Alla direzione del matematico Dino Padelletti (1887), a cui si deve il riordino dei periodici, degli incunaboli e delle aldine, con la compilazione di cataloghi speciali, succedono quella di Alessandro Moroni (1888-1895) con il quale collabora Salvatore Di Giacomo, Giuseppe Fumagalli (1895-1897), Emidio Martini (fino al 1900) ed ancora Alfonso Miola, Mariano Fava, Gaetano Burgada, Giuseppe d’Elia e Giovanni Bresciano fino al 1933. Nei primi anni del Novecento vengono catalogate le donazioni Padelletti, Battaglini (matematica) e Aievoli (medicina) che rafforzano quell’identità scientifica conferita alla Biblioteca fin dalla direzione del Flauti.
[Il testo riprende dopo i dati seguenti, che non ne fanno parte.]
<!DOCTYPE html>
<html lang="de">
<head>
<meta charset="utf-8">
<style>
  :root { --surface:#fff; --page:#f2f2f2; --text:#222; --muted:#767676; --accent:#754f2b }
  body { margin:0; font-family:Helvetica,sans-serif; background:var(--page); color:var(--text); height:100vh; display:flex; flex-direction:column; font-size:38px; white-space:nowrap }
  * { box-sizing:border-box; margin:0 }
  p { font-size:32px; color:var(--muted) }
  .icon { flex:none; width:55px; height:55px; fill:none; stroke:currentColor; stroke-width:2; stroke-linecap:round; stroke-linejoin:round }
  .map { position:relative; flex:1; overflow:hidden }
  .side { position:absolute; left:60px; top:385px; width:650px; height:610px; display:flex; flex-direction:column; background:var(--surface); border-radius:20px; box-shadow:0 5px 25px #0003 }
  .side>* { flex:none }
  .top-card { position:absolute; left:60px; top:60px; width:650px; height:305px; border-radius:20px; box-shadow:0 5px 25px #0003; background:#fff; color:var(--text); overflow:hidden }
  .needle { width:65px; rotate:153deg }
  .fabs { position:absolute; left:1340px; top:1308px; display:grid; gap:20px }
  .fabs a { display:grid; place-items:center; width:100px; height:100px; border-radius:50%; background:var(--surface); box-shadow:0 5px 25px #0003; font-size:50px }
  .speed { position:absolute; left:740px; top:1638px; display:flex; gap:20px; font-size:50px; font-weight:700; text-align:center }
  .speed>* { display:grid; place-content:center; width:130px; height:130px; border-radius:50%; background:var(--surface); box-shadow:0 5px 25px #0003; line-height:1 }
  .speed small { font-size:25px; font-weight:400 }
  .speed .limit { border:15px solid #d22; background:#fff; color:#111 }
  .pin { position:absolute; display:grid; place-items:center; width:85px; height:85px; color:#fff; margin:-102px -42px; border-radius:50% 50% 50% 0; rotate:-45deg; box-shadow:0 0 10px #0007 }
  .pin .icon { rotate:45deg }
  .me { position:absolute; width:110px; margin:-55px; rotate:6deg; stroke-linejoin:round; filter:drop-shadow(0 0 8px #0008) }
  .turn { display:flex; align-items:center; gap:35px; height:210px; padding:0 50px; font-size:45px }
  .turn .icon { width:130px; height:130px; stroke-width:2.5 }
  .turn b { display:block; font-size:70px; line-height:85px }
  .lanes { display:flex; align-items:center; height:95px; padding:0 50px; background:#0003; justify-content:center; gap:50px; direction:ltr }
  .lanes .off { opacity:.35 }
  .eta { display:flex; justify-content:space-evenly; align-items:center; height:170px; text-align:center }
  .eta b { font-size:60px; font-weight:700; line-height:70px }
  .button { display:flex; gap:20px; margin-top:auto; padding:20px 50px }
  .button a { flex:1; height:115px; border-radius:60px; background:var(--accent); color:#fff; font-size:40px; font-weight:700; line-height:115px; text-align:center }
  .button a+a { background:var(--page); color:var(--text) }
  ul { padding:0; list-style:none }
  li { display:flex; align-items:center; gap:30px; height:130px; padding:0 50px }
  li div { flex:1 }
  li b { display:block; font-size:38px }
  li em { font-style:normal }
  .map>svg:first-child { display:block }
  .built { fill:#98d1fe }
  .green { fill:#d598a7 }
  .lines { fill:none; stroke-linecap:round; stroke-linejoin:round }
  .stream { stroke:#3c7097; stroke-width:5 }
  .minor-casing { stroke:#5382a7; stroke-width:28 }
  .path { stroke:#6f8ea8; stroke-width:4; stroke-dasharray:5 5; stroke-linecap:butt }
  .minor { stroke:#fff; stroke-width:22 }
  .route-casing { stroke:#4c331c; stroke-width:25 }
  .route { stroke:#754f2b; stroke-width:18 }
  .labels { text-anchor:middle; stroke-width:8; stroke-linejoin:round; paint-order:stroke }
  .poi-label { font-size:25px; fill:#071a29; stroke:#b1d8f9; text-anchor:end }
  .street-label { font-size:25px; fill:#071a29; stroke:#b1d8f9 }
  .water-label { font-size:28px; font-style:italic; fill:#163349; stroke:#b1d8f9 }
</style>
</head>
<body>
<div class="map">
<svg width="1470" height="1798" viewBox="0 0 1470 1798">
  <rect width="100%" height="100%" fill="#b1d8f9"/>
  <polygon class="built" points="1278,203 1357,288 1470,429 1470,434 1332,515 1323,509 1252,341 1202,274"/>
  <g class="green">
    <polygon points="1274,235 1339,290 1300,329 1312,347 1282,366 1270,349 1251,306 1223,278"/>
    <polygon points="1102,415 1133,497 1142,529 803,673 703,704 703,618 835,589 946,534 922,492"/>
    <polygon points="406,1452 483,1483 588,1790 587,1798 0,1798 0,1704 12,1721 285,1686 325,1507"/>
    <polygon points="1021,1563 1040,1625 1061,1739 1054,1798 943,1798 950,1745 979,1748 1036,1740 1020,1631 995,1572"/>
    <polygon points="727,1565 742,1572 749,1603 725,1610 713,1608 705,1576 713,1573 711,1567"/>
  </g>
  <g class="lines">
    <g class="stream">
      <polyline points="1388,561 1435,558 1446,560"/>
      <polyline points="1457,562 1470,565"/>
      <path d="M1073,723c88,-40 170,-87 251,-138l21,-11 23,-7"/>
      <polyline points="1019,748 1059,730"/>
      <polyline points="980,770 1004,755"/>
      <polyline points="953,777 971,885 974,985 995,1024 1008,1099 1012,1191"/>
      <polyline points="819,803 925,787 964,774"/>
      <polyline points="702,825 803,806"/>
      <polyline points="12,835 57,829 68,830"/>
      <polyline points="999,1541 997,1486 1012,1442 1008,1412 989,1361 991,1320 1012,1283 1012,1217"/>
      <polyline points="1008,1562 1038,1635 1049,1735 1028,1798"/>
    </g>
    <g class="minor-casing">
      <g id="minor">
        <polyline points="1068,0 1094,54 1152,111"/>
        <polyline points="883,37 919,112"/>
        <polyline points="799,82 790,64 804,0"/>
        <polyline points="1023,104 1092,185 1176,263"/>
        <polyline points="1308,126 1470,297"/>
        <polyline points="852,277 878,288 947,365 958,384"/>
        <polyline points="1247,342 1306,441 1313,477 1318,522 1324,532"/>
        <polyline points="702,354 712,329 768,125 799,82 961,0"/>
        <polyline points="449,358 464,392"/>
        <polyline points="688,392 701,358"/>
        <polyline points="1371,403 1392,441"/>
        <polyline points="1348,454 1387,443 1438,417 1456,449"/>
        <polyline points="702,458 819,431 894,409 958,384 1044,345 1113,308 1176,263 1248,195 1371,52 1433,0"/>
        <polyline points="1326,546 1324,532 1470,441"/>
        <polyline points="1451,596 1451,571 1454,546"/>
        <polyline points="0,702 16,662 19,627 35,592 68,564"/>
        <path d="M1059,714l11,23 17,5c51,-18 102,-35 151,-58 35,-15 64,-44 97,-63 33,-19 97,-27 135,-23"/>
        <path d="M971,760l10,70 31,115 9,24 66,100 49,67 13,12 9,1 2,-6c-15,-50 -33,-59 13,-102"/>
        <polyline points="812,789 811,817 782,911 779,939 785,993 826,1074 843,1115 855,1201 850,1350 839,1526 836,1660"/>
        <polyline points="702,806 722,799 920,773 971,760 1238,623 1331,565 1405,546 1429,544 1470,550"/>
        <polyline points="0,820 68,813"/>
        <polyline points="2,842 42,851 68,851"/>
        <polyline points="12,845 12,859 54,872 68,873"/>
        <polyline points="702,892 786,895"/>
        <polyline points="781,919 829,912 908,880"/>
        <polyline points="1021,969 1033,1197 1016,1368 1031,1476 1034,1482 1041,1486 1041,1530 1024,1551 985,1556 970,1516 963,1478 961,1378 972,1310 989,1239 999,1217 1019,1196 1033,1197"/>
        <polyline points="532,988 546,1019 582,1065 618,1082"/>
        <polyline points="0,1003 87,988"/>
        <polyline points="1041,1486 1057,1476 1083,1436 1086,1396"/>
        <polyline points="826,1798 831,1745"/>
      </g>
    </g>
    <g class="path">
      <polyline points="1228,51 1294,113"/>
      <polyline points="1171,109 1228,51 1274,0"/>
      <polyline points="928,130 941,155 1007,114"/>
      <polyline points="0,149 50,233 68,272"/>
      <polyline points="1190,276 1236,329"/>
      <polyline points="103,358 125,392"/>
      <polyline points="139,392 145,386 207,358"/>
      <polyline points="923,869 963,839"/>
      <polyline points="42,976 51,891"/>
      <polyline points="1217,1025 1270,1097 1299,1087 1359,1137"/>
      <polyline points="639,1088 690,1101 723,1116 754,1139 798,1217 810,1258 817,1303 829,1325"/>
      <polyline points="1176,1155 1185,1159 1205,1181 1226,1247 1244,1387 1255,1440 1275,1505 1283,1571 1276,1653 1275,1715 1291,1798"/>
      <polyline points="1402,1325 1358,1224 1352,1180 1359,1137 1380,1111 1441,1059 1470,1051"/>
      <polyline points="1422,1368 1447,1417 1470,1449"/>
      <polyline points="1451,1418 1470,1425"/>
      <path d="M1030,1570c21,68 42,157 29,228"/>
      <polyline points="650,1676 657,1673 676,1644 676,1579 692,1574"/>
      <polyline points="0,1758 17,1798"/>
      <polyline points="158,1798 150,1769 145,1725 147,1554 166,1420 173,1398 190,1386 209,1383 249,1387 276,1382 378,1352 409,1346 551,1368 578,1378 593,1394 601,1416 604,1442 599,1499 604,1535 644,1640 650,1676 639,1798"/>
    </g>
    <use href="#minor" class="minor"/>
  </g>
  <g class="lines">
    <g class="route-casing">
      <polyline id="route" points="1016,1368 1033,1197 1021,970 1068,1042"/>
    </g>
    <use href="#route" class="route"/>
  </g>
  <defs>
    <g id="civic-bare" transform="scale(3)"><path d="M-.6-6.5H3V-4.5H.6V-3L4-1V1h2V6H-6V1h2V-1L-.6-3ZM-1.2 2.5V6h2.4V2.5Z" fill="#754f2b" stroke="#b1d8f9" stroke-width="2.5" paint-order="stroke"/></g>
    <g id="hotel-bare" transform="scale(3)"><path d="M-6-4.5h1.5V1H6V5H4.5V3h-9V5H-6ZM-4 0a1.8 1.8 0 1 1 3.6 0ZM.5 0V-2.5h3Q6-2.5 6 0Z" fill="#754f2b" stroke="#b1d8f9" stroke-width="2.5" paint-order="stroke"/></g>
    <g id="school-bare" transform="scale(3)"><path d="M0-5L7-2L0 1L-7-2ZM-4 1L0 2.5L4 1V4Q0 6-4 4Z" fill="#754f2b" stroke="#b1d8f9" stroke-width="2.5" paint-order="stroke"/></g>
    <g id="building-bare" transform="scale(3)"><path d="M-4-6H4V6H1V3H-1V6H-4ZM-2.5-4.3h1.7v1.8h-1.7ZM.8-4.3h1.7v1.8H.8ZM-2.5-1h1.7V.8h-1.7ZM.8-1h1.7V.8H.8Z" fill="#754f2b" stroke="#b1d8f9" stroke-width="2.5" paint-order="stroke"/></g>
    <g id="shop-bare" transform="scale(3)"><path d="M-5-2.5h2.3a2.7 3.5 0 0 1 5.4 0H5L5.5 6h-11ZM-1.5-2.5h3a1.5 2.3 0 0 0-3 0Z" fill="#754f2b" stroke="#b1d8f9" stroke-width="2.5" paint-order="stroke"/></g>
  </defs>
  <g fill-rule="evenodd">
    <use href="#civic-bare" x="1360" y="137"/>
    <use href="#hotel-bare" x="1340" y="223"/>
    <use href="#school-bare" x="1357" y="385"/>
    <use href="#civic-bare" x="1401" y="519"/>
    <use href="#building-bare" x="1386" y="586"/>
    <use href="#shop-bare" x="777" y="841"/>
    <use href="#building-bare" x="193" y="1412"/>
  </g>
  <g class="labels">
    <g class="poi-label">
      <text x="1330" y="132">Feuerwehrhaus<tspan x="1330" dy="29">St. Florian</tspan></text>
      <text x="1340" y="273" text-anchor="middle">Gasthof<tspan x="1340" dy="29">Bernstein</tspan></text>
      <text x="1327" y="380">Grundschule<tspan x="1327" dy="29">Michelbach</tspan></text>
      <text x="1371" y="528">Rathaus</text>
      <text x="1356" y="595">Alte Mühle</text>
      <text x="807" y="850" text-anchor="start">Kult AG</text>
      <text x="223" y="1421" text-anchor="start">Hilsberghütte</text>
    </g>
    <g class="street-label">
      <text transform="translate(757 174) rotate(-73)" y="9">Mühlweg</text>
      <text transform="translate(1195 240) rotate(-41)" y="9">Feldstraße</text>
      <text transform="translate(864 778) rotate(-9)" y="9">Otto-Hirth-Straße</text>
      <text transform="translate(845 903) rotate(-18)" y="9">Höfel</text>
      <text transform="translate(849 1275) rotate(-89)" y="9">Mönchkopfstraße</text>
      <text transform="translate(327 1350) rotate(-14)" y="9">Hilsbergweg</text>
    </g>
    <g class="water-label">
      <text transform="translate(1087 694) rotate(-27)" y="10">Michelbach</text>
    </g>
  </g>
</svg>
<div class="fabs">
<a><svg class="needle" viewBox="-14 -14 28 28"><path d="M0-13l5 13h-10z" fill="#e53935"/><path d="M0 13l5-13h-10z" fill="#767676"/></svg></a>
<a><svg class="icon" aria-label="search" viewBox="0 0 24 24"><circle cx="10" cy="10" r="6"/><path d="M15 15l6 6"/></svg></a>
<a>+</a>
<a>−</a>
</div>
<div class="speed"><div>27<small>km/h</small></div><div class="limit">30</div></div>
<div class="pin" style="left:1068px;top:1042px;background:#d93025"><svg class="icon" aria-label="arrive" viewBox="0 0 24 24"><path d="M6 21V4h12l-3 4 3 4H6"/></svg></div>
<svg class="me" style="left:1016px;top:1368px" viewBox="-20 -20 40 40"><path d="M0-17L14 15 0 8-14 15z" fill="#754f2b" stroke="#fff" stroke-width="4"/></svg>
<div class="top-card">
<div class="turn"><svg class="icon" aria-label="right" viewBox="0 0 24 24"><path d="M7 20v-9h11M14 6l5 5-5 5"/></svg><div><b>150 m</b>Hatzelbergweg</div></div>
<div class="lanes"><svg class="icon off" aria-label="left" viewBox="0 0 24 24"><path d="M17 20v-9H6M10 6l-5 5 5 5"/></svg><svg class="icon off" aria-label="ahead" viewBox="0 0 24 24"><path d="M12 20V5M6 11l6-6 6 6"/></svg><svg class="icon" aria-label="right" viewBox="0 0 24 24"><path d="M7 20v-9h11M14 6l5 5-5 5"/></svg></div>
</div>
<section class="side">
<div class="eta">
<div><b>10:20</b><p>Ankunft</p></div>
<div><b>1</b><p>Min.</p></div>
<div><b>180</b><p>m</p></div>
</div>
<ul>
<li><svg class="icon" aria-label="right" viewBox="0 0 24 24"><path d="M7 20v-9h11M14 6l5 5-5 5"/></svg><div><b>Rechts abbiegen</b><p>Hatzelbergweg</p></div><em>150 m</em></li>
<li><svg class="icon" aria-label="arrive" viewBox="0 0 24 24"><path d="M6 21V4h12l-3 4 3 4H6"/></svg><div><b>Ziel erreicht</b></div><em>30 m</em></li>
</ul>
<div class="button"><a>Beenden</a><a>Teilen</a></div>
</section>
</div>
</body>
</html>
Restaurata dopo il terremoto del 1930 la Biblioteca subisce, nell’ultimo conflitto, seri danneggiamenti e la perdita di pregevoli cinquecentine, bodoniane e volumi del fondo Casanova ricoverate nel Convento dei Frati Minori di S. Francesco a Minturno. In seguito al terremoto del 1980 numerosi interventi di restauro e di consolidamento hanno consentito il potenziamento delle attrezzature e un notevole rinnovamento dei servizi e delle strutture.
Ma i compiti istituzionali di tutela e di conservazione non esauriscono l’attività della Biblioteca che, profondamente radicata nel tessuto della città, eroga un servizio culturale attraverso la costante modernizzazione della sua organizzazione in grado di rispondere positivamente ad una domanda sempre più numerosa e diversificata.